In the data below, find each line carrying the string "save" and copy it out.
===== Records for this task
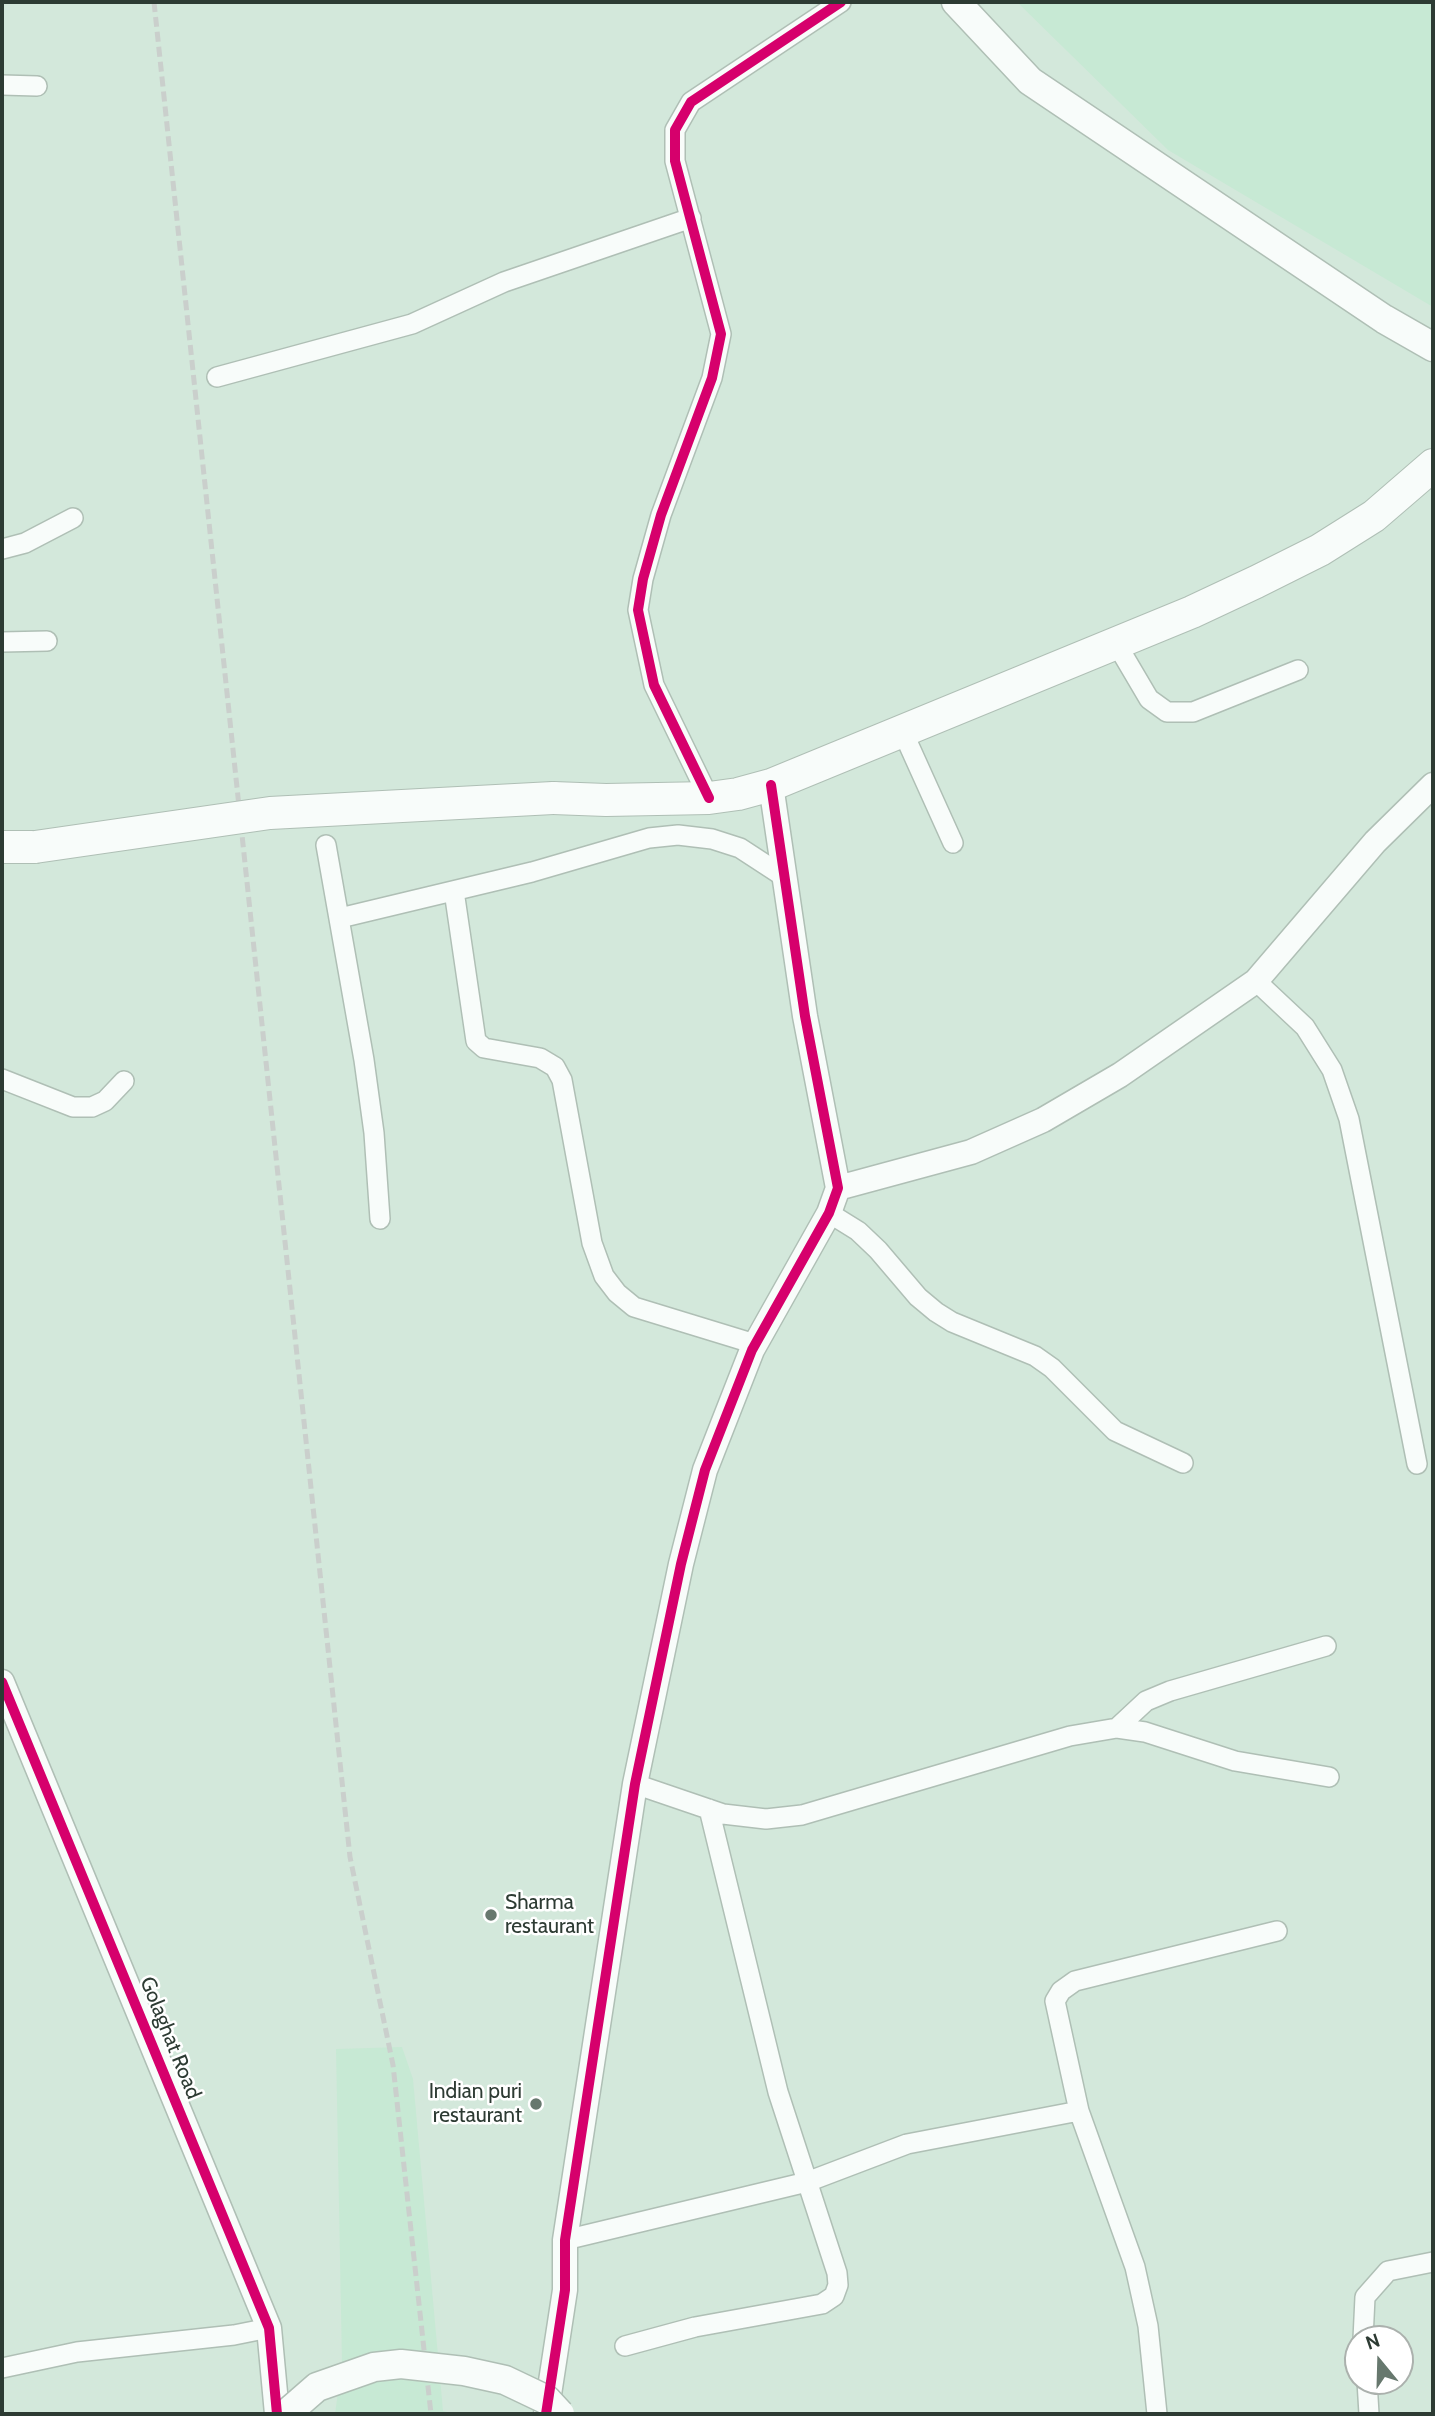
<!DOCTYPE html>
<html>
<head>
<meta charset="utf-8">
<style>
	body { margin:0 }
	#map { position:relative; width:1435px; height:2416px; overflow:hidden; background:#d3e8db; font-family:Cabin,sans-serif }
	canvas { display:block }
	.frame { position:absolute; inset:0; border:4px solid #2d3b33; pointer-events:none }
	.north { position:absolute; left:1344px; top:2325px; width:70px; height:70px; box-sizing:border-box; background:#fff; border:2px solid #abb1ad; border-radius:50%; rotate:341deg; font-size:19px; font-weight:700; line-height:28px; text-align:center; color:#2d3b33 }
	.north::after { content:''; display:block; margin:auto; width:24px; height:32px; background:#67786e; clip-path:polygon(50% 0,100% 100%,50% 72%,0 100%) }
</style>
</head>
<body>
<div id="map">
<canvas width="1435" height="2416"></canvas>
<div class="frame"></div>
<div class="north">N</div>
</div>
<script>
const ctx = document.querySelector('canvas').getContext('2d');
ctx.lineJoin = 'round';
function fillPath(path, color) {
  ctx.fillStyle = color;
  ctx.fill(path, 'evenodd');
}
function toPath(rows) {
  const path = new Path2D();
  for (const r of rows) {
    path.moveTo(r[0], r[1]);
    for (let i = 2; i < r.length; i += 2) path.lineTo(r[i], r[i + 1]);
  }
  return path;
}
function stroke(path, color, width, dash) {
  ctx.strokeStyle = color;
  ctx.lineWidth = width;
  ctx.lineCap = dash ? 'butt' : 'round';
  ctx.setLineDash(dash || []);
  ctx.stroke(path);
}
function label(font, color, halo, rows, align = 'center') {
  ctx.font = font + ' Cabin,sans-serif';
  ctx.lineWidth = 5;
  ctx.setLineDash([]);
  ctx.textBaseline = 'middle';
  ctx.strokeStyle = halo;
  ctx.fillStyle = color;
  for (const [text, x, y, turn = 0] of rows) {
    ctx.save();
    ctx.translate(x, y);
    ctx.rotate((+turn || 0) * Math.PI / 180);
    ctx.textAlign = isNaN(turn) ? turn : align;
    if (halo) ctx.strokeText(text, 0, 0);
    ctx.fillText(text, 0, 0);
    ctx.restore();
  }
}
fillPath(toPath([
	[1017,2,1433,2,1433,307,1168,150],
	[402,2047,413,2079,443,2411,456,2414,335,2414,342,2363,336,2049]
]), '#c7e9d4');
const minor = toPath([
	[2,85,37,86],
	[217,377,412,324,504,282,691,218],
	[2,549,25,543,73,518],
	[2,642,47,641],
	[1116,643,1149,699,1167,712,1193,712,1298,670],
	[902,730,953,843],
	[709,798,654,685,638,610,643,579,661,515,712,378,721,334,675,161,675,130,691,102,841,2],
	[326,845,364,1060,374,1133,380,1219],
	[454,891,476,1041,484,1048,540,1058,555,1067,562,1080,592,1243,604,1276,617,1293,634,1307,755,1344],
	[340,918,532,872,649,838,678,835,712,839,740,848,786,878],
	[1256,981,1305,1027,1332,1070,1349,1119,1417,1464],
	[2,1079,73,1107,92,1107,105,1101,124,1081],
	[829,1213,858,1231,878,1250,918,1297,936,1312,952,1322,1035,1356,1052,1368,1115,1431,1183,1463],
	[1117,1728,1146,1701,1170,1691,1326,1646],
	[635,1784,723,1814,766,1819,802,1815,1070,1736,1117,1728,1145,1732,1235,1761,1329,1777],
	[565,2240,807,2182,907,2144,1079,2111],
	[1363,2339,1365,2297,1388,2271,1433,2262],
	[625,2346,695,2327,822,2304,834,2296,838,2285,837,2273,778,2092,709,1809],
	[2,2368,77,2352,234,2335,269,2328],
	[1367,2381,1369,2414],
	[1157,2414,1148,2326,1135,2267,1079,2111,1055,2001,1061,1991,1075,1981,1277,1931]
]);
const tertiary = toPath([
	[838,1188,971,1152,1043,1120,1120,1075,1256,981,1375,842,1433,785],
	[2,1682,269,2328,277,2414],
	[546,2414,565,2290,565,2240,635,1784,681,1564,705,1470,752,1350,829,1213,838,1188,805,1016,771,785]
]);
const secondary = toPath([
	[956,2,1030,81,1384,319,1433,347]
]);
const primary = toPath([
	[553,798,606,800,709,798,738,794,771,785,1192,612,1256,582,1320,550,1374,516,1433,465],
	[2,847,35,847]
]);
stroke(minor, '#afbfb5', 22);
stroke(tertiary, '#afbfb5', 27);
stroke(secondary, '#afbfb5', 31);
stroke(primary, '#afbfb5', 34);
stroke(minor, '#f8fcfa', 19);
stroke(tertiary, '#f8fcfa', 24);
stroke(secondary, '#f8fcfa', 28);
stroke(primary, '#f8fcfa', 32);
stroke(toPath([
	[154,2,350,1857,393,2065,431,2414]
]), '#cacfcc', 5, [10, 5]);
const secondaryBridge = toPath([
	[286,2414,317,2387,374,2367,401,2364,464,2371,505,2380,547,2400,560,2414]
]);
const primaryBridge = toPath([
	[35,847,270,813,553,798]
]);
stroke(secondaryBridge, '#afbfb5', 31, []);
stroke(primaryBridge, '#afbfb5', 34, []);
stroke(secondaryBridge, '#f8fcfa', 28);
stroke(primaryBridge, '#f8fcfa', 32);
stroke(toPath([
	[709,798,654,685,638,610,643,579,661,515,712,378,721,334,675,161,675,130,691,102,841,2],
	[2,1682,269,2328,277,2414],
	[546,2414,565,2290,565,2240,635,1784,681,1564,705,1470,752,1350,829,1213,838,1188,805,1016,771,785]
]), '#d6006c', 10);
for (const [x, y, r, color] of [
	[491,1915,7,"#67786e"],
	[536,2104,7,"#67786e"]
]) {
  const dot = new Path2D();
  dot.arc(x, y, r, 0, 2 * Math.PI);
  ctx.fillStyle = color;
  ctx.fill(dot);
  stroke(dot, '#fff', 2.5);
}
label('21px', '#2d3b33', '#fff', [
	["Sharma",505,1903],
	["restaurant",505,1927],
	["Indian puri",522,2092,"right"],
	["restaurant",522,2116,"right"]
], 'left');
label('21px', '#2d3b33', '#fff', [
	["Golaghat Road",170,2038,68]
]);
</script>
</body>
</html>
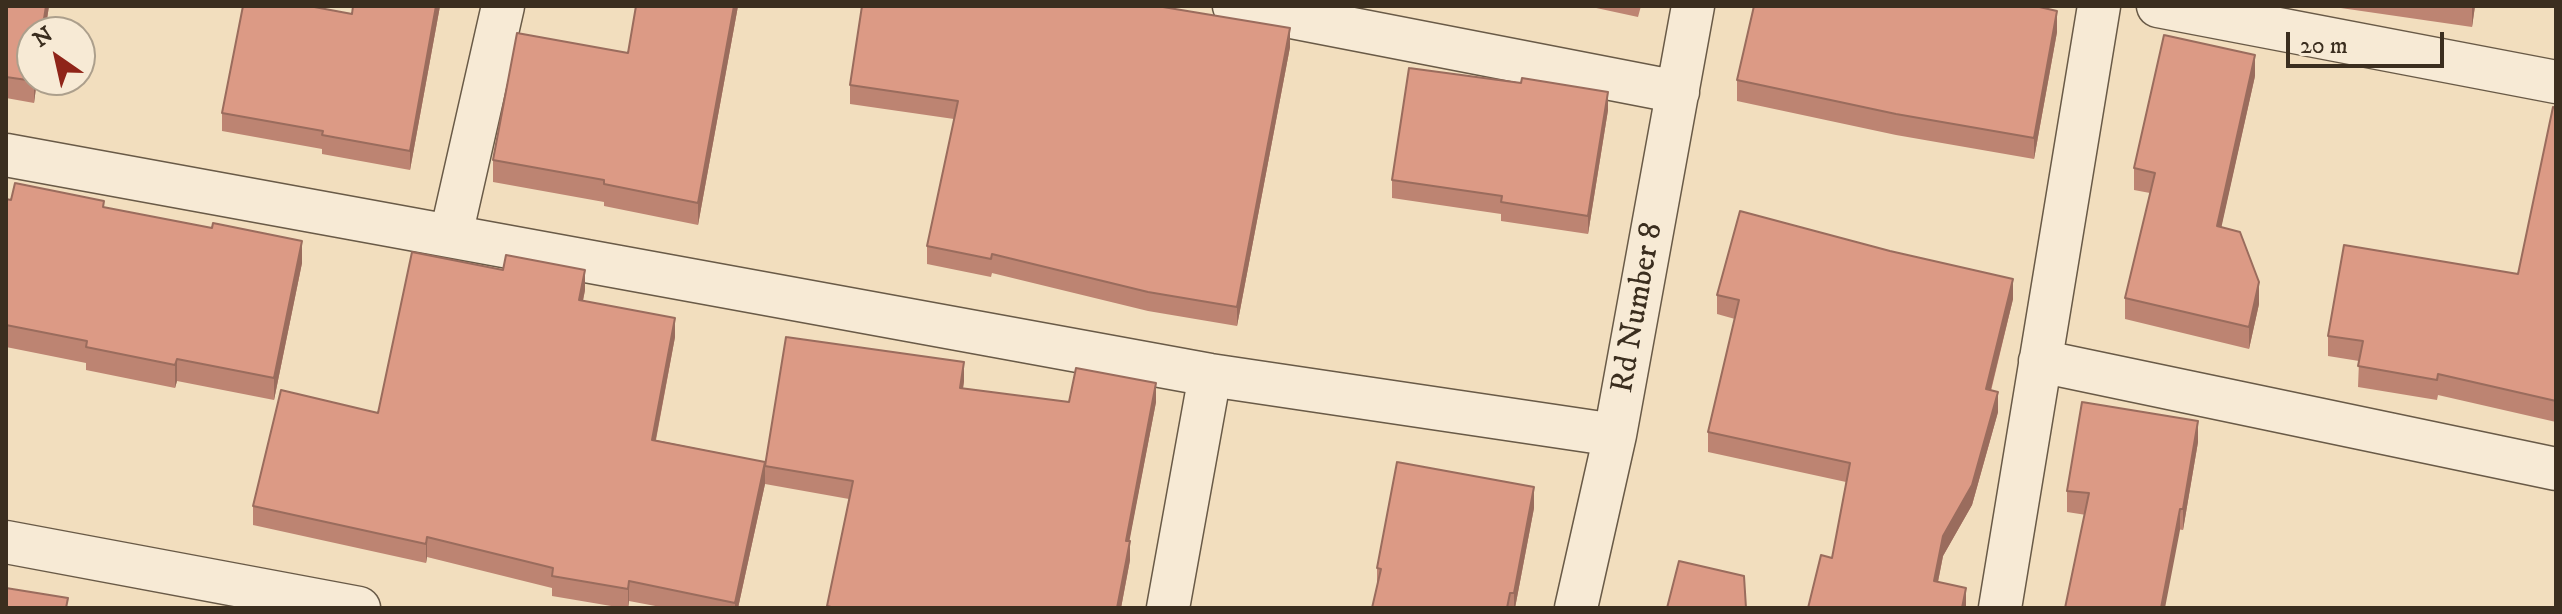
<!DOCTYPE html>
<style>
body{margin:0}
#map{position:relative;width:2562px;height:614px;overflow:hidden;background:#f2debe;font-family:"IM FELL DW Pica",serif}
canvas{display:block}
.frame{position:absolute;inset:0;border:8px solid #3b2e1f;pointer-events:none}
.north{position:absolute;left:16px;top:16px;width:80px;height:80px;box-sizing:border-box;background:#f7ead5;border:2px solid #ac9f8c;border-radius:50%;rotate:326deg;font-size:22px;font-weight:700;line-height:32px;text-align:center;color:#3b2e1f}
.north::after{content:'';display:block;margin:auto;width:28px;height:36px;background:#8f2418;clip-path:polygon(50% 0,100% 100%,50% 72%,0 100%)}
.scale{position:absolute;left:2286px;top:32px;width:158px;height:36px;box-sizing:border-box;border:4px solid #3b2e1f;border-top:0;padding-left:10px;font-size:24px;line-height:28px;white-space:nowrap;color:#3b2e1f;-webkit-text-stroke:6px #f7ead5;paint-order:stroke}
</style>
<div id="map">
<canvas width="2562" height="614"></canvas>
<div class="frame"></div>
<div class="north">N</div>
<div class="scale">20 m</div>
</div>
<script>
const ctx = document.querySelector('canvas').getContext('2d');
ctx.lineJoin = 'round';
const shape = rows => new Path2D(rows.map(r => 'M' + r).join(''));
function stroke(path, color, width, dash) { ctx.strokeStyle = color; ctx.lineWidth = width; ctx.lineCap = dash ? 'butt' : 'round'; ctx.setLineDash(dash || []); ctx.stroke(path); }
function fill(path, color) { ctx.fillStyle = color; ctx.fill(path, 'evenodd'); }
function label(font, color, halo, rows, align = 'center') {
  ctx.font = font + ' "IM FELL DW Pica",serif'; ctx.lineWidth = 6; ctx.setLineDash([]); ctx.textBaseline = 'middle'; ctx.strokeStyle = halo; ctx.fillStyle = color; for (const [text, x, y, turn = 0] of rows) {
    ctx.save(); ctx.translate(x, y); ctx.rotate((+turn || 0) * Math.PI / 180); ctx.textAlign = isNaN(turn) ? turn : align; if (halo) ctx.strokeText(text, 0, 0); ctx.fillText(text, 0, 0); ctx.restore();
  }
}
const minor = shape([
 [1234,6,1678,92],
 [2158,6,2556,82],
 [6,155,1210,375,1615,435],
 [451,235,503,6],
 [2040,361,2556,469],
 [6,542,359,608],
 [1168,608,1210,375],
 [1576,608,1615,435,1693,6],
 [2000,608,2099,6]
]);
stroke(minor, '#695a47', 45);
stroke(minor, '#f7ead5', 42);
fill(shape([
 [6,6,49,6,45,32,32,32,32,80,37,80,34,103,6,98],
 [440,6,410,170,322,154,322,149,222,131,222,113,352,14],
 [738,6,698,225,604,206,604,202,493,182,493,160,628,53],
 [1587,6,1641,6,1638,17],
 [2327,6,2475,6,2472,27],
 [2057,32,2034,159,1896,135,1737,101,1737,80],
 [1290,47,1237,326,1148,311,992,273,991,277,927,264,927,246,954,119,850,104,850,85],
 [2255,76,2221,227,2259,304,2249,349,2125,319,2125,298,2150,193,2134,190,2134,168],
 [1521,83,1608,110,1588,234,1501,221,1501,214,1392,198,1392,180],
 [2556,108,2556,422,2438,395,2437,400,2358,387,2359,361,2328,356,2328,336,2518,274],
 [6,199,104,207,302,263,274,400,177,381,175,388,86,370,86,363,6,347],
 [585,290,583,301,675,337,656,440,765,462,964,381,963,389,1069,402,1156,402,1129,541,1130,560,1121,608,827,608,849,499,765,484,738,608,666,608,629,601,628,608,623,608,552,596,552,588,427,557,426,563,253,525,253,506,378,413],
 [1717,295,2013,299,1991,391,1998,412,1972,505,1943,556,1938,582,1832,558,1846,482,1708,452,1708,432,1735,319,1717,314],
 [2198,442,2183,530,2067,512,2067,491],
 [1534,508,1515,608,1372,608,1377,585,1377,568]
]), '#bd8472');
fill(shape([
 [46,6,49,6,45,32,42,32],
 [436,6,440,6,410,170,410,151],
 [734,6,738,6,698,225,698,203],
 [2472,6,2475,6,2472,27],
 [2057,11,2057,32,2034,159,2034,138],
 [1290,28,1290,47,1237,326,1237,307],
 [2255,55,2255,76,2217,247,2217,226],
 [34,80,37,80,34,103],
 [1608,92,1608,110,1588,234,1588,216],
 [302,241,302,263,274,400,274,378],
 [585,270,585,290,579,319,579,300],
 [2013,279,2013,299,1986,409,1986,389],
 [2259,282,2259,304,2249,349,2249,327],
 [675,318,675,337,652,459,652,440],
 [177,359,177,381,175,388,175,365],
 [964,362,964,381,960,407,960,388],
 [1156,383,1156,402,1126,559,1126,541],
 [1998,392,1998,412,1972,505,1943,556,1934,601,1934,581,1943,536],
 [2198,421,2198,442,2183,530,2183,509],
 [765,462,765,484,738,608,735,608,735,603],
 [1534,487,1534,508,1515,608,1514,608,1514,593],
 [2180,509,2180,530,2165,608,2161,608],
 [427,537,427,557,426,563,426,544],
 [1130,541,1130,560,1121,608,1117,608],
 [629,581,629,601,628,608,628,589],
 [1966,588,1966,608,1962,608]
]), '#9a6c5d');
const building = shape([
 [6,6,46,6,42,32,32,32,32,80,34,80,34,81,6,77,6,6],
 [243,6,309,6,352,14,353,6,436,6,410,151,322,135,323,131,222,113,243,6],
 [636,6,734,6,698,203,604,184,604,180,493,160,517,33,628,53,636,6],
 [862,6,1157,6,1290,28,1237,307,1148,292,992,254,991,259,927,246,958,101,850,85,862,6],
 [1754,6,2035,6,2057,11,2034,138,1896,114,1737,80,1754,6],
 [2164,35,2255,55,2217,226,2240,232,2259,282,2249,327,2125,298,2155,173,2134,168,2164,35],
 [1409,68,1521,83,1522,78,1608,92,1588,216,1501,202,1502,196,1392,180,1409,68],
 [2553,107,2556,108,2556,401,2438,374,2437,380,2358,366,2363,341,2328,336,2344,245,2518,274,2553,107],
 [15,183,104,201,103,207,212,228,213,223,302,241,274,378,177,359,175,365,86,347,87,341,6,325,6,199,11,200,15,183],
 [1740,211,1890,251,2013,279,1986,389,1998,392,1972,485,1943,536,1934,581,1966,588,1962,608,1808,608,1821,555,1832,558,1850,463,1708,432,1739,300,1717,295,1740,211],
 [412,252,503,270,506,255,585,270,579,300,675,318,652,440,765,462,735,603,629,581,628,589,552,576,553,568,427,537,426,544,253,506,281,390,378,413,412,252],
 [786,337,964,362,960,388,1069,402,1076,368,1156,383,1126,541,1130,541,1117,608,835,608,827,606,853,481,765,466,786,337],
 [2082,402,2198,421,2183,509,2180,509,2161,608,2065,608,2089,493,2067,491,2082,402],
 [1397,462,1534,487,1514,593,1510,593,1507,608,1372,608,1381,569,1377,568,1397,462],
 [1679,561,1744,576,1746,608,1667,608,1679,561],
 [6,588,68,598,66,608,6,608,6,588]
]);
fill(building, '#dc9a85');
stroke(building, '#9a6c5d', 2);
label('32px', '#3b2e1f', '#f7ead5', [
 ["Rd Number 8",1639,308,-80]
]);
</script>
==========
Expected answer:
    ctx.save();
    ctx.save(); ctx.translate(x, y); ctx.rotate((+turn || 0) * Math.PI / 180); ctx.textAlign = isNaN(turn) ? turn : align; if (halo) ctx.strokeText(text, 0, 0); ctx.fillText(text, 0, 0); ctx.restore();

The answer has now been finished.